Code Sample, a copy-pastable example if possible

import pandas as pd
import numpy as np
a = pd.DataFrame({'numbers': np.arange(10), 'categories': list('abcabcabcd')})
a['categories'] = a['categories'].astype('category')
b = pd.DataFrame({'numbers': np.arange(10)})

print a.dtypes
print a.categories.cat.categories
print

merged = pd.merge(a, b, left_index=True, right_index=True)

print merged.dtypes
print merged['categories'].cat.categories
print 'Merge ok!'
print

merged = pd.merge(a, b, on=['numbers'], how='left')
print merged.dtypes
try:
    print merged['categories'].cat.categories #crashes
except:
    print 'Merge not ok!'
print

Expected Output

The try block should print "categories" 's categories the same way as above, with: Index([u'a', u'b', u'c', u'd'], dtype='object')

However, the data type is replaced to object/string.

This is not fixed by the v0.18.2 release, which fixes some of the merge issues where int's would get casted to floats when merging.

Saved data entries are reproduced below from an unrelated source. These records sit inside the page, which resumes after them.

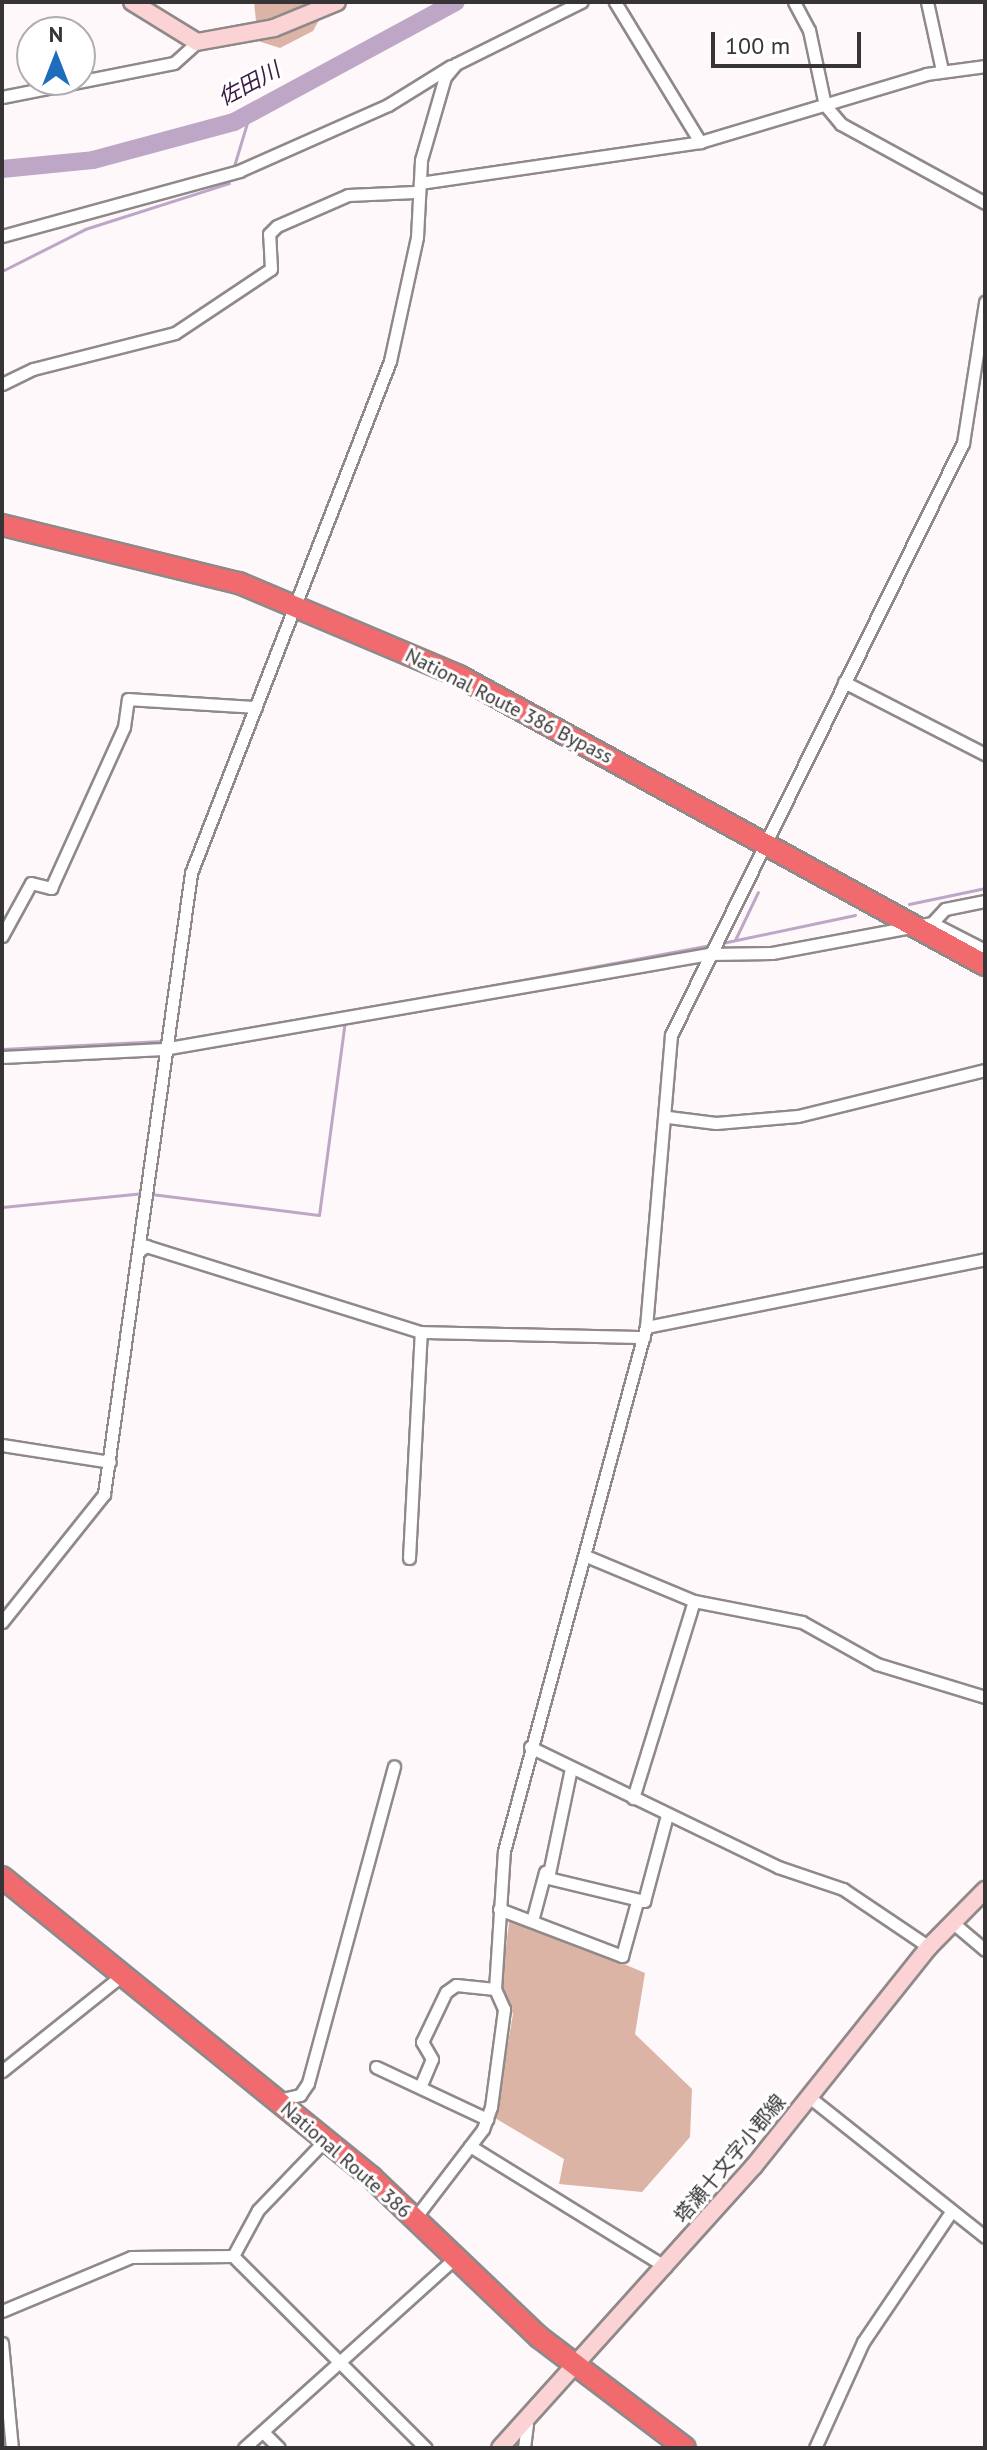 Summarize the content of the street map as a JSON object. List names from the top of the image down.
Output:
{
  "streets": {
    "highway": ["National Route 386 Bypass", "National Route 386"],
    "main road": ["塔瀬十文字小郡線"]
  },
  "crossings": [
    ["塔瀬十文字小郡線", "National Route 386"]
  ],
  "water": ["佐田川"],
  "scale_bar": "100 m",
  "north": "top"
} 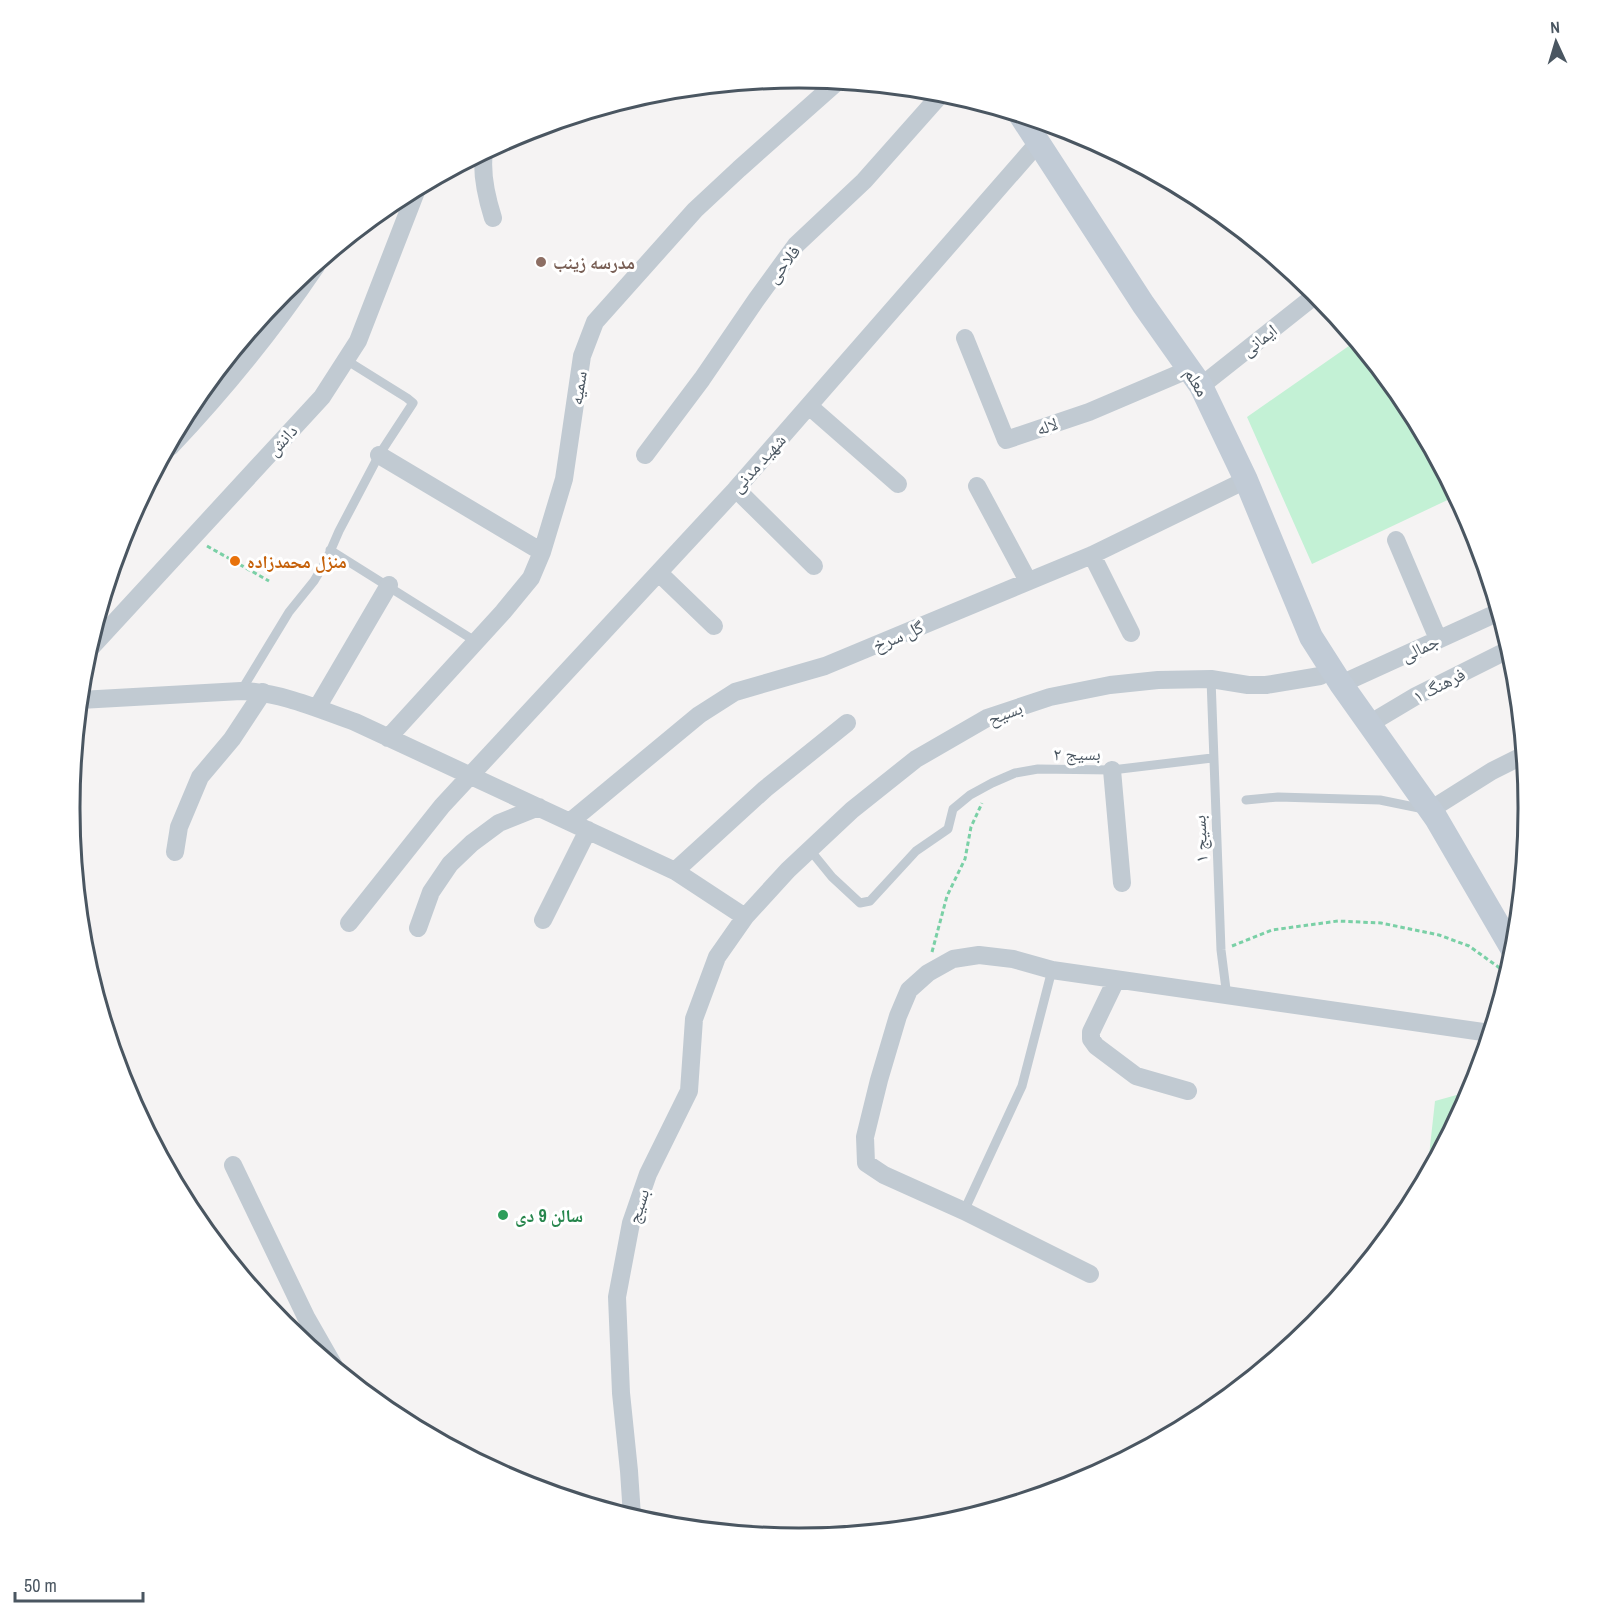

output of pd.show_versions()

INSTALLED VERSIONS

commit: None python: 2.7.11.final.0 python-bits: 64 OS: Linux OS-release: 2.6.32-431.23.3.el6.x86_64 machine: x86_64 processor: x86_64 byteorder: little LC_ALL: None LANG: en_US.UTF-8

pandas: 0.17.1 nose: 1.3.7 pip: 7.1.2 setuptools: 20.3.1 Cython: 0.23.4 numpy: 1.10.4 scipy: 0.16.0 statsmodels: 0.6.1 IPython: 4.0.1 sphinx: 1.3.1 patsy: 0.4.0 dateutil: 2.4.2 pytz: 2015.7 blosc: None bottleneck: 1.0.0 tables: 3.2.2 numexpr: 2.4.4 matplotlib: 1.5.0 openpyxl: 2.2.6 xlrd: 0.9.4 xlwt: 1.0.0 xlsxwriter: 0.7.7 lxml: 3.4.4 bs4: 4.4.1 html5lib: None httplib2: None apiclient: None sqlalchemy: 1.0.9 pymysql: None psycopg2: None Jinja2: None

Comment From: laufere

@chrish42

Comment From: jreback

duplicate of #10409

which is still open (and 0.18.2 is not released as of yet)